Researchers must balance selectivity with pharmacokinetic properties and cellular penetration to develop effective tools for biological studies and potential therapeutic applications.

How does post-translational modification regulate AURKB activity?

AURKB undergoes multiple post-translational modifications that regulate its function. Methodologically:

• Key modifications to study:

  • Autophosphorylation at T232 (activation loop): Essential for kinase activity

  • Phosphorylation by CDK1 (S331): Primes for activation

  • Ubiquitination: Controls protein stability and degradation

  • SUMOylation: Affects CPC assembly and chromosome targeting

  • Acetylation: Influences chromatin interactions

• Detection strategies:

  • Phospho-specific antibodies for known sites

  • Mass spectrometry for unbiased PTM mapping

  • Western blotting with mobility shift analysis

  • Immunoprecipitation with modification-specific antibodies

• Functional analysis approaches:

  • Site-directed mutagenesis (phospho-mimetic/dead mutations)

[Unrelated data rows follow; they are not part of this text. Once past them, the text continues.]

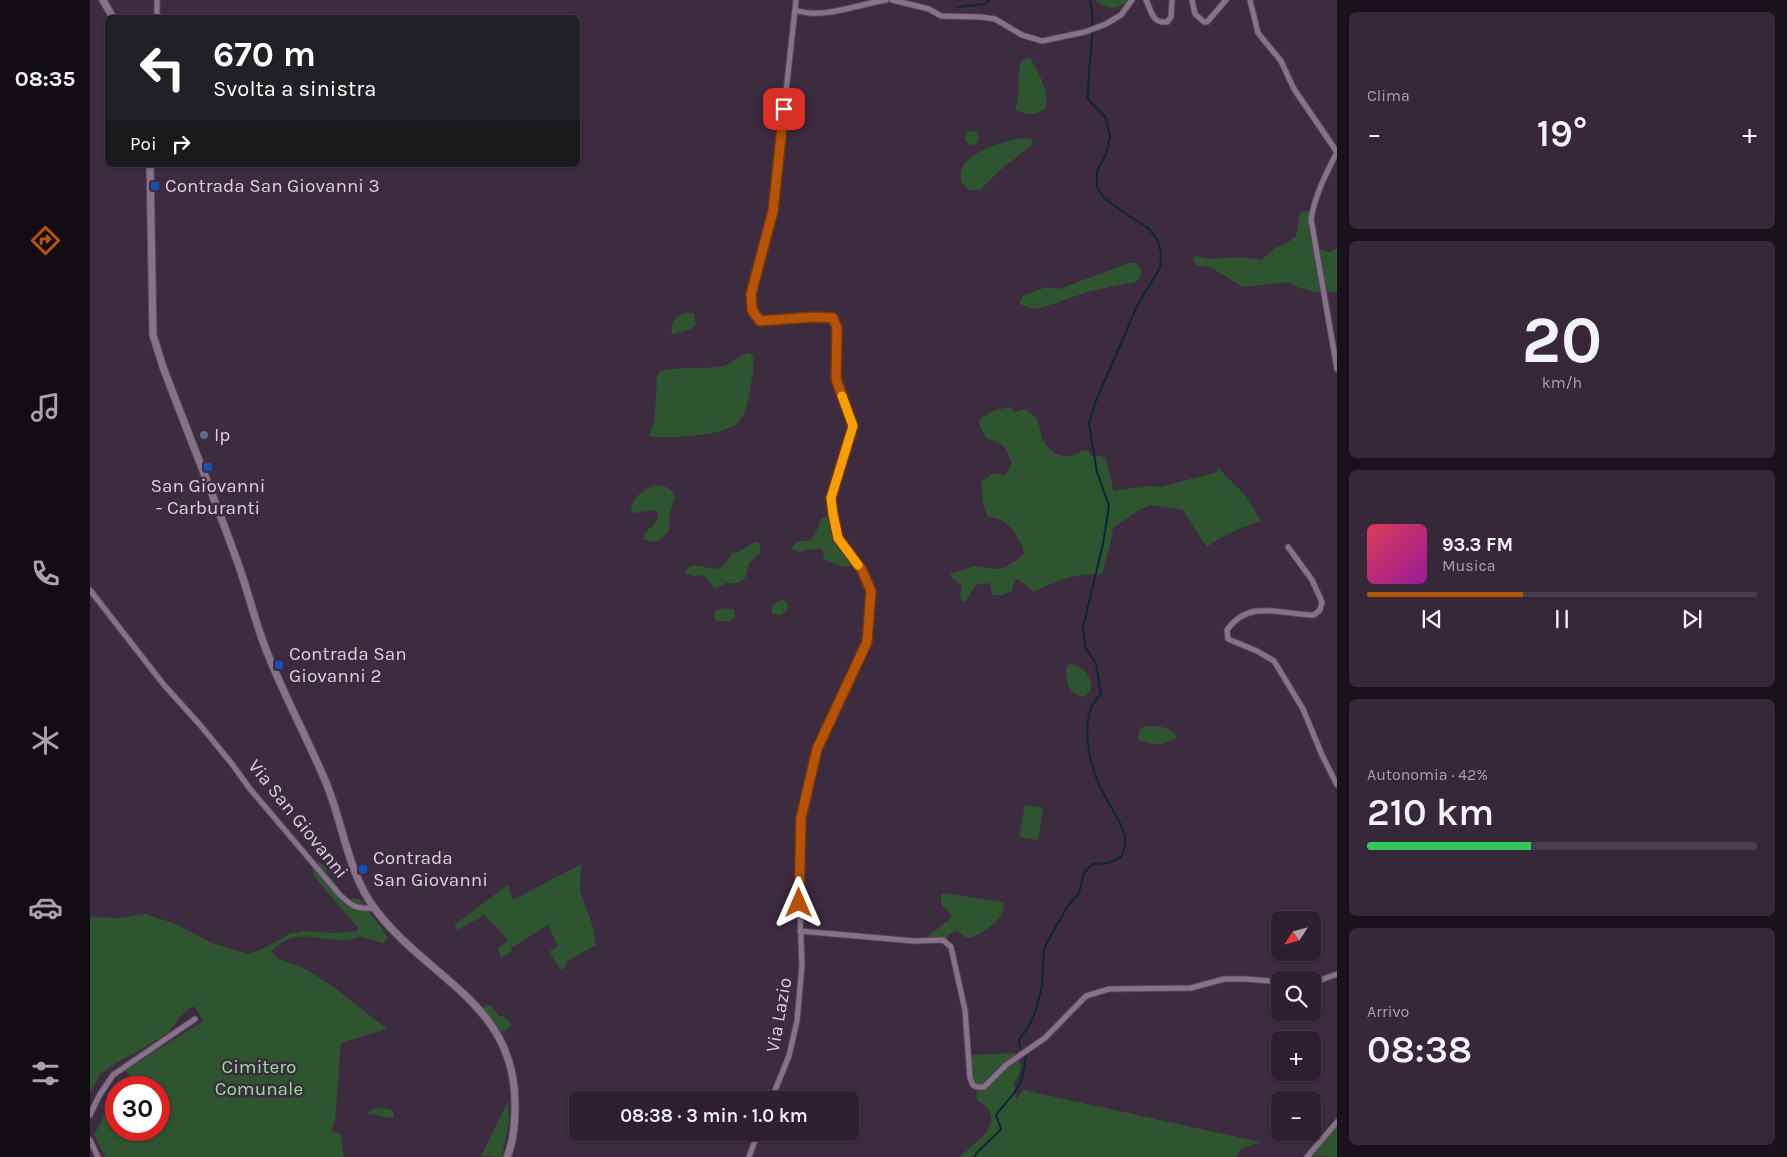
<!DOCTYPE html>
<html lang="it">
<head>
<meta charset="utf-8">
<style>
  body { margin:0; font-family:Karla,sans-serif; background:#362838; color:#f1f3f6; height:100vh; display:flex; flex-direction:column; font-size:19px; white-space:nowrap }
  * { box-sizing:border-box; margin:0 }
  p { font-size:16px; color:#a7a3ab }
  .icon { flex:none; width:28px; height:28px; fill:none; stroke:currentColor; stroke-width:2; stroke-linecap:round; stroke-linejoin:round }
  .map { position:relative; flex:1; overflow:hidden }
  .panel { display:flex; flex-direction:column; gap:12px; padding:12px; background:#19121a; width:450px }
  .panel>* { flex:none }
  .top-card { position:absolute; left:15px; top:15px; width:475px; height:152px; border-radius:8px; box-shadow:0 1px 4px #0004,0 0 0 1px #493e4c; background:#202124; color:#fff; overflow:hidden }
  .needle { width:32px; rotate:234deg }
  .tools { position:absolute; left:1181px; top:911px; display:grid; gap:10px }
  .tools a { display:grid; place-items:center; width:50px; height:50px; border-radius:8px; background:#2e2030; box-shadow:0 1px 4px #0004,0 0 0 1px #493e4c; font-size:25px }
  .speed { position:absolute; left:15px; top:1076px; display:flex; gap:10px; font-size:25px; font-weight:700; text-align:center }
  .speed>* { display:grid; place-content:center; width:65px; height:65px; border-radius:50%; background:#2e2030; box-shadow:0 1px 4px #0004,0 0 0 1px #493e4c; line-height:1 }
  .speed .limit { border:8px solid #d22; background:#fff; color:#111 }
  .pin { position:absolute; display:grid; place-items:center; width:42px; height:42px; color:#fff; margin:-21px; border-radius:10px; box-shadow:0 2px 8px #0006 }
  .me { position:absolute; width:55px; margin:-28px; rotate:0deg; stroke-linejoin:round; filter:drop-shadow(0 0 4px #0008) }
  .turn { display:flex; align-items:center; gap:18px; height:105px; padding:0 25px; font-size:22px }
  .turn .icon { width:65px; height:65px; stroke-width:2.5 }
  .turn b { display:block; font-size:35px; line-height:42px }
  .then { display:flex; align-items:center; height:48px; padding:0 25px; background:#0003; gap:10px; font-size:19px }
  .big { font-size:38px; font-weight:600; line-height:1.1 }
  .panel .tile { flex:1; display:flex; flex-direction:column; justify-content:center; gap:8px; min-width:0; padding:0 18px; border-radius:8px; background:#362838 }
  .panel .dial { align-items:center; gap:0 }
  .dial b { font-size:65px; line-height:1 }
  .song { display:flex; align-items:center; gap:15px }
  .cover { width:60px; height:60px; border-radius:8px; background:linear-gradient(135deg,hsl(350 70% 55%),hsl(300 70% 35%)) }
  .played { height:5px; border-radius:2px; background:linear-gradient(90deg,#b45309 40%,#493e4c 40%) }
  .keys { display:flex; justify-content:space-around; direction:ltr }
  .heat { display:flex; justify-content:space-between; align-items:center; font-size:28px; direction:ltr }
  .charge { height:8px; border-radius:4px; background:linear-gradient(90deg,#34c759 42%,#493e4c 0) }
  .trip { position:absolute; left:479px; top:1091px; width:290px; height:50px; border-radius:8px; background:#2e2030; box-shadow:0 1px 4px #0004,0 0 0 1px #493e4c; font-weight:600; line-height:50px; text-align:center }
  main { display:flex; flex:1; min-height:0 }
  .dock { display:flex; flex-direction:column; width:90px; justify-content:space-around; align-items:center; background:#120d13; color:#a7a3ab }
  .dock .icon { width:35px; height:35px }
  .dock .current { color:#b45309 }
  .dock b { font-size:22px; color:#f1f3f6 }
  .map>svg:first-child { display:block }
  .green { fill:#2f5530 }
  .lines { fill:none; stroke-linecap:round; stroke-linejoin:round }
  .stream { stroke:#0c2637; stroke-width:2 }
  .street-casing { stroke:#58485a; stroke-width:7 }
  .secondary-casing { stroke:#58485a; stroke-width:9 }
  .street { stroke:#877289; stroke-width:5 }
  .secondary { stroke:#877289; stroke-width:7 }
  .route-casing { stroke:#753606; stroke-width:12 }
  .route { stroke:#b45309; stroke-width:9 }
  .slow { stroke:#f59e0b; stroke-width:9 }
  .transit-dot { fill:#1a4fb4; stroke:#3d2b40; stroke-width:2 }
  .service-dot { fill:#5c6f8a; stroke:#3d2b40; stroke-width:2 }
  .labels { text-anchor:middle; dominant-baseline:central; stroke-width:5; stroke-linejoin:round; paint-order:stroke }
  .poi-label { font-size:19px; fill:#ddd1de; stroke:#3d2b40; text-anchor:start }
  .street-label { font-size:19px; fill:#ddd1de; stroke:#3d2b40 }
  .park-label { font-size:19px; fill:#90e591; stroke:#3d2b40 }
</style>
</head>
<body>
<main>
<nav class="dock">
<b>08:35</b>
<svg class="icon current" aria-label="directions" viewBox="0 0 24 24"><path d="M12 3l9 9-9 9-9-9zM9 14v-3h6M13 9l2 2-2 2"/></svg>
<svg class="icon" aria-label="music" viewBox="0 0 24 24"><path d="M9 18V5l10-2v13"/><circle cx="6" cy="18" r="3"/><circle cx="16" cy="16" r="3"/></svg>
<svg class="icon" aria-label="phone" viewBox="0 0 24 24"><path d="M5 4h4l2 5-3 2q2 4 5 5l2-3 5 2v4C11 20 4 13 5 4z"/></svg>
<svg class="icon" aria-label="climate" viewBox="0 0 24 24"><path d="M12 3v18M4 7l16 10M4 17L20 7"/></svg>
<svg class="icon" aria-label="car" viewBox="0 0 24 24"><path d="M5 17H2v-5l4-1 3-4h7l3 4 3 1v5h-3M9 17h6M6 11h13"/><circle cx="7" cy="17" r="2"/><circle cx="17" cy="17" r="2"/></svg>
<svg class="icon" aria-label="filters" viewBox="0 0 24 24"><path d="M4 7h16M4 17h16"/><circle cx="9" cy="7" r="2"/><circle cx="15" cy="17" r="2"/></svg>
</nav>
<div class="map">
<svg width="1247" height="1157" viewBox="0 0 1247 1157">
  <rect width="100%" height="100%" fill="#3d2b40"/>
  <path class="green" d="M1006 0H1039C1029 10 1018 10 1007 2Z
    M940 58C949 72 959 92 956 108 945 116 936 116 925 109 932 91 926 78 931 61Z
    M875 138a7 7 0 1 1 14 0a7 7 0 1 1-14 0Z
    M935 138 941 139 943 144 908 172 890 190H879L871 182C870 176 870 172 873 166 883 150 917 140 935 138Z
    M1213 211 1220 212 1227 249 1238 252 1247 249V292H1226L1210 288 1198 282 1153 287 1129 272 1119 267 1106 265 1103 259 1105 256 1119 259 1150 257 1171 260 1185 248 1197 243 1206 236 1210 213Z
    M1039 263H1046L1051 270V276L1045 282 1000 291 954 307 944 309 934 306 929 303 933 296 956 287 969 289Z
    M598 312 604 314 606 325 599 330 582 334C579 323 588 314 598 312Z
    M658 353 662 355C666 365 662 378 660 389 658 401 656 416 646 424 632 436 577 439 559 436L564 423 565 412 567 376 570 371C591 366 612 370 633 366 642 364 649 355 658 353Z
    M921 407 925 412 935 409C939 412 944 415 947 419 949 424 950 432 952 438 959 455 978 462 993 450L999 451 1000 455 1015 457 1022 482 1023 491 1058 486 1071 487 1127 472V467L1155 495 1171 521C1152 527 1134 534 1117 547L1093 510 1060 505 1047 511 1023 528C1021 544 1016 558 1012 574 988 573 966 580 944 592 938 588 934 582 927 579L923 585 922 591 913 595H903L899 583 885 585 876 601H872L870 593 872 586 868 582 863 579 860 574 884 566 906 569 914 568 931 557 934 553C932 542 922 525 910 520 907 518 902 518 898 517L893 503 891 482 904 473 915 476 922 463C916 447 913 443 896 438L890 426 889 419 905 410Z
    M565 485C576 486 580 487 585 497L580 512 579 531 570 540 562 542 553 539C555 527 570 526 568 512 560 508 550 513 541 513 541 498 553 490 565 485Z
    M734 517H741L747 540 763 565C754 570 743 563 734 559L733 557 734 553 731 548 709 552 703 550 702 548 706 542 721 540 729 526 731 519Z
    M664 542H668L670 546V553L659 563 655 578 648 583H636L627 588 622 586 614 575 604 576 595 574 597 568C611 560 622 575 633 566 636 564 639 557 642 553L649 552Z
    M693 600 697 602 698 609 691 615 682 614C680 606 684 601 693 600Z
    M634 608 644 610 645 617 639 621H626L624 616 625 611Z
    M980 664C995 665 1011 688 993 697 977 693 975 681 977 666Z
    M1055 726C1066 726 1076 726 1085 733L1086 738C1075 746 1058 746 1047 739L1051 728Z
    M935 805 953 808 948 840 929 837Z
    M229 862 236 867 237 873 246 883V895L255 904 263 898 271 900C279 914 290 924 298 938L294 943C287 942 279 938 271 937 266 937 261 940 256 940 226 941 207 926 181 951L188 959 212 967 245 988 297 1029 251 1043 245 1122H243L242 1132 250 1133 254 1157H15L4 1135 23 1098 26 1095V1130H69V1088L38 1087 44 1083 36 1070 113 1021 105 1007H101L90 1017 79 1032 45 1053 31 1060 10 1074 0 1093V917L31 918 55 914 86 924 122 943 158 954 175 948 199 934 213 931 243 933 267 931 268 928 223 875V870Z
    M491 864 490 891 503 927 506 945 477 961 476 966 471 970 459 952 468 946 458 925 421 948 422 951 411 958 408 948 418 941 410 931 394 915 368 930 364 925 418 885 423 900Z
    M854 893 912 902 914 904C913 908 913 913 911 916 906 923 886 939 878 938 872 936 870 931 864 931L855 938 836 939 838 936 860 919 861 915 851 904V895Z
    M398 1005 402 1007 409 1016C415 1016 418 1019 421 1024L420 1027 409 1034 392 1009 394 1006Z
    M926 1053C933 1063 932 1073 924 1083L926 1099 933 1090 1170 1142 1152 1148 1145 1157H870L897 1132 902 1120 898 1108 887 1100 886 1083 883 1080 880 1055Z
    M418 1101 419 1122 412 1157 391 1156Z
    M285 1108 298 1109 303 1111 304 1117C295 1120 288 1112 278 1115L280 1110Z
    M1247 1125V1157L1221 1156Z"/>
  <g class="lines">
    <path class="stream" d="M868 7 895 4 899 0
      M884 1157C886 1151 904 1138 911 1129L906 1115C912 1107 918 1101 924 1093 933 1082 934 1069 936 1055L930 1047 929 1040 939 1026 946 1010 952 986 954 948 977 907 989 893 994 873 1003 864 1019 863 1031 857C1034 851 1036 845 1035 838 1035 827 1020 807 1015 796 1000 770 986 717 1011 694L1006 663 995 647 993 627 1013 544 1019 506 1007 472 999 424 1005 403 1048 304 1070 268 1071 253 1067 239 1058 228 1036 214 1013 197 1007 186V171L1016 154 1020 137 1016 118 998 99C997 66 1007 32 1000 0"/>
    <g class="street-casing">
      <path id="street" d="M67 0V18
        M802 0 839 9 851 16 891 17 905 19 932 35 952 41 995 32 1016 24 1031 15 1042 0
        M1056 0C1062 11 1061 23 1077 22L1081 17 1082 0
        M1102 0 1105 14 1114 22H1117L1136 0
        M1160 0 1168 33 1191 61 1204 89 1247 152C1236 174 1225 195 1221 219L1247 369
        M705 10C733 20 768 4 796 0
        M1198 547 1222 580 1232 602 1230 610 1224 615C1191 615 1160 598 1137 630L1138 639 1167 651 1184 661 1213 709 1232 755 1247 785
        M0 590 74 685 111 726 142 764 160 789 250 895C263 907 266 909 284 908
        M710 931 824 941 853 940 861 947 875 1010 880 1078 883 1085 887 1087H894L916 1065 955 1038 996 996 1019 989 1101 988 1134 979H1156L1190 982
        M1222 983 1247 974
        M681 1100 699 1056 707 1021 712 965 709 889 711 818 713 806 727 749 777 642 781 591 772 570 748 538 743 514 741 498 763 426 746 379 747 328 743 318 725 317 670 321 662 310 661 294 683 211 706 0
        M0 1115 9 1096 23 1075 105 1019
        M0 1140 8 1157
        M659 1157 668 1132
        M1217 1157 1247 1122"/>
    </g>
    <g class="secondary-casing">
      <path id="secondary" d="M13 0 23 18
        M60 165 63 335 73 367C97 431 123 494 146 558 157 587 164 618 175 647 193 694 218 739 237 785 253 825 259 875 285 909 336 978 426 1003 425 1105 425 1121 424 1141 417 1157"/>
    </g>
    <use href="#street" class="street"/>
    <use href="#secondary" class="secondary"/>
  </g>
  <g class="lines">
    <g class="route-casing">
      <path id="route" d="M694 109 683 211 661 294 662 310 670 321 725 317 743 318 747 328 746 379 763 426 741 498 743 514 748 538 772 570 781 591 777 642 727 749 711 818 709 903"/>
    </g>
    <use href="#route" class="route"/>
    <path class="slow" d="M752 396 763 426 741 498 743 514 748 538 768 565"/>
  </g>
  <g class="transit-dot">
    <rect x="60" y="181" width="10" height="10" rx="2.5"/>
    <rect x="113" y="462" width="10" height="10" rx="2.5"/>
    <rect x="184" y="660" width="10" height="10" rx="2.5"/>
    <rect x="268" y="864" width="10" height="10" rx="2.5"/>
  </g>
  <circle class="service-dot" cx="114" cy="435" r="5"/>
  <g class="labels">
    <g class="poi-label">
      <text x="75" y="186">Contrada San Giovanni 3</text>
      <text x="124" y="435">Ip</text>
      <text x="118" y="486" text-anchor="middle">San Giovanni<tspan x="118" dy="22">- Carburanti</tspan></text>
      <text x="199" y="654">Contrada San<tspan x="199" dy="22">Giovanni 2</tspan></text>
      <text x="283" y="858">Contrada<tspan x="283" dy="22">San Giovanni</tspan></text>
    </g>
    <g class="street-label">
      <text transform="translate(208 819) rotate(51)">Via San Giovanni</text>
      <text transform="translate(689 1015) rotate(-80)">Via Lazio</text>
    </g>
    <g class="park-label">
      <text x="169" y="1067">Cimitero<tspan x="169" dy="22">Comunale</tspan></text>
    </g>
  </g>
</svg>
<div class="tools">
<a><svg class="needle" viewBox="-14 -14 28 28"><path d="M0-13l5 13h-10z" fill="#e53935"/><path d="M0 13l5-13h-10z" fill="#a7a3ab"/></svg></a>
<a><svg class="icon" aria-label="search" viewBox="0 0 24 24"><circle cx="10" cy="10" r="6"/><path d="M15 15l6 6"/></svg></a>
<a>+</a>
<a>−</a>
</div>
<div class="speed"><div class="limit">30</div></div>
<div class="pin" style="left:694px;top:109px;background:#d93025"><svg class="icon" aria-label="arrive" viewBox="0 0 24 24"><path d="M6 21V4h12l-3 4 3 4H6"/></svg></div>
<svg class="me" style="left:709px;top:903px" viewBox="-20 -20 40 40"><path d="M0-17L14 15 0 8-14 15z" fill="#b45309" stroke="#fff" stroke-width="4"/></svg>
<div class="trip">08:38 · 3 min · 1.0 km</div>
<div class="top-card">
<div class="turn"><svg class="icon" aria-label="left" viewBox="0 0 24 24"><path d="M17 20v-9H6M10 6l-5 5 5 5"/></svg><div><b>670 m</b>Svolta a sinistra</div></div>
<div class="then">Poi<svg class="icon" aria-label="right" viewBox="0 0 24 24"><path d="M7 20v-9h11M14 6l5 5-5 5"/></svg></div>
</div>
</div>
<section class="panel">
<div class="tile"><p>Clima</p>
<div class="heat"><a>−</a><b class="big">19°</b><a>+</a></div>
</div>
<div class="tile dial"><b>20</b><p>km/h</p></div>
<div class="tile">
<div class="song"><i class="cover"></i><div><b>93.3 FM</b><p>Musica</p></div></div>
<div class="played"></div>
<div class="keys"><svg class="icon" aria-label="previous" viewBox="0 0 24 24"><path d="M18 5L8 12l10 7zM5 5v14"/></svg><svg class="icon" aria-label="pause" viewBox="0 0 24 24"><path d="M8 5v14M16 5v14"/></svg><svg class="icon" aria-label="next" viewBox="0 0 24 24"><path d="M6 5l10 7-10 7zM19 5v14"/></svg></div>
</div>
<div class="tile"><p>Autonomia · 42%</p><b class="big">210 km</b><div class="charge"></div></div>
<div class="tile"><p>Arrivo</p><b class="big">08:38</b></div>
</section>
</main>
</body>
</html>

  • In vitro reconstitution with modified components

  • Pharmacological inhibition of modifying enzymes

  • Proteomic analysis following perturbation of PTM pathways

• Temporal dynamics assessment:

  • Synchronization methods to capture cell cycle-dependent changes

  • Live-cell imaging with PTM-specific biosensors

  • Rapid isolation techniques to preserve labile modifications

These approaches provide insights into how PTMs collectively regulate AURKB localization, activity, substrate specificity, and protein-protein interactions throughout the cell cycle.